/---
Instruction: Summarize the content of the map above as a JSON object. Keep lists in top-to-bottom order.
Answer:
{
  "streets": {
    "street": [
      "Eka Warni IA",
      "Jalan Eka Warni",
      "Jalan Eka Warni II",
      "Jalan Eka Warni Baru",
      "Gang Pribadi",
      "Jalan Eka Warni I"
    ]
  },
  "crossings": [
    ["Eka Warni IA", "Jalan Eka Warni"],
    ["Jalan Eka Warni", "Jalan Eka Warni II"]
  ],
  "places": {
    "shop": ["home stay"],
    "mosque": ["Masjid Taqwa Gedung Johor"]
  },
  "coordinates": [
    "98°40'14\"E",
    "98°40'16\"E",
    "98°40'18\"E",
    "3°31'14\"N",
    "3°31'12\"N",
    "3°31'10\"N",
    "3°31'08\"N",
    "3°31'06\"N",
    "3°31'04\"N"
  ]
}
\---
WHAT IS NEEDED:
Please set down the entire material above exactly as presented.

OUTPUT BELOW:
Instruction: Summarize the content of the map above as a JSON object. Keep lists in top-to-bottom order.
Answer:
{
  "streets": {
    "street": [
      "Eka Warni IA",
      "Jalan Eka Warni",
      "Jalan Eka Warni II",
      "Jalan Eka Warni Baru",
      "Gang Pribadi",
      "Jalan Eka Warni I"
    ]
  },
  "crossings": [
    ["Eka Warni IA", "Jalan Eka Warni"],
    ["Jalan Eka Warni", "Jalan Eka Warni II"]
  ],
  "places": {
    "shop": ["home stay"],
    "mosque": ["Masjid Taqwa Gedung Johor"]
  },
  "coordinates": [
    "98°40'14\"E",
    "98°40'16\"E",
    "98°40'18\"E",
    "3°31'14\"N",
    "3°31'12\"N",
    "3°31'10\"N",
    "3°31'08\"N",
    "3°31'06\"N",
    "3°31'04\"N"
  ]
}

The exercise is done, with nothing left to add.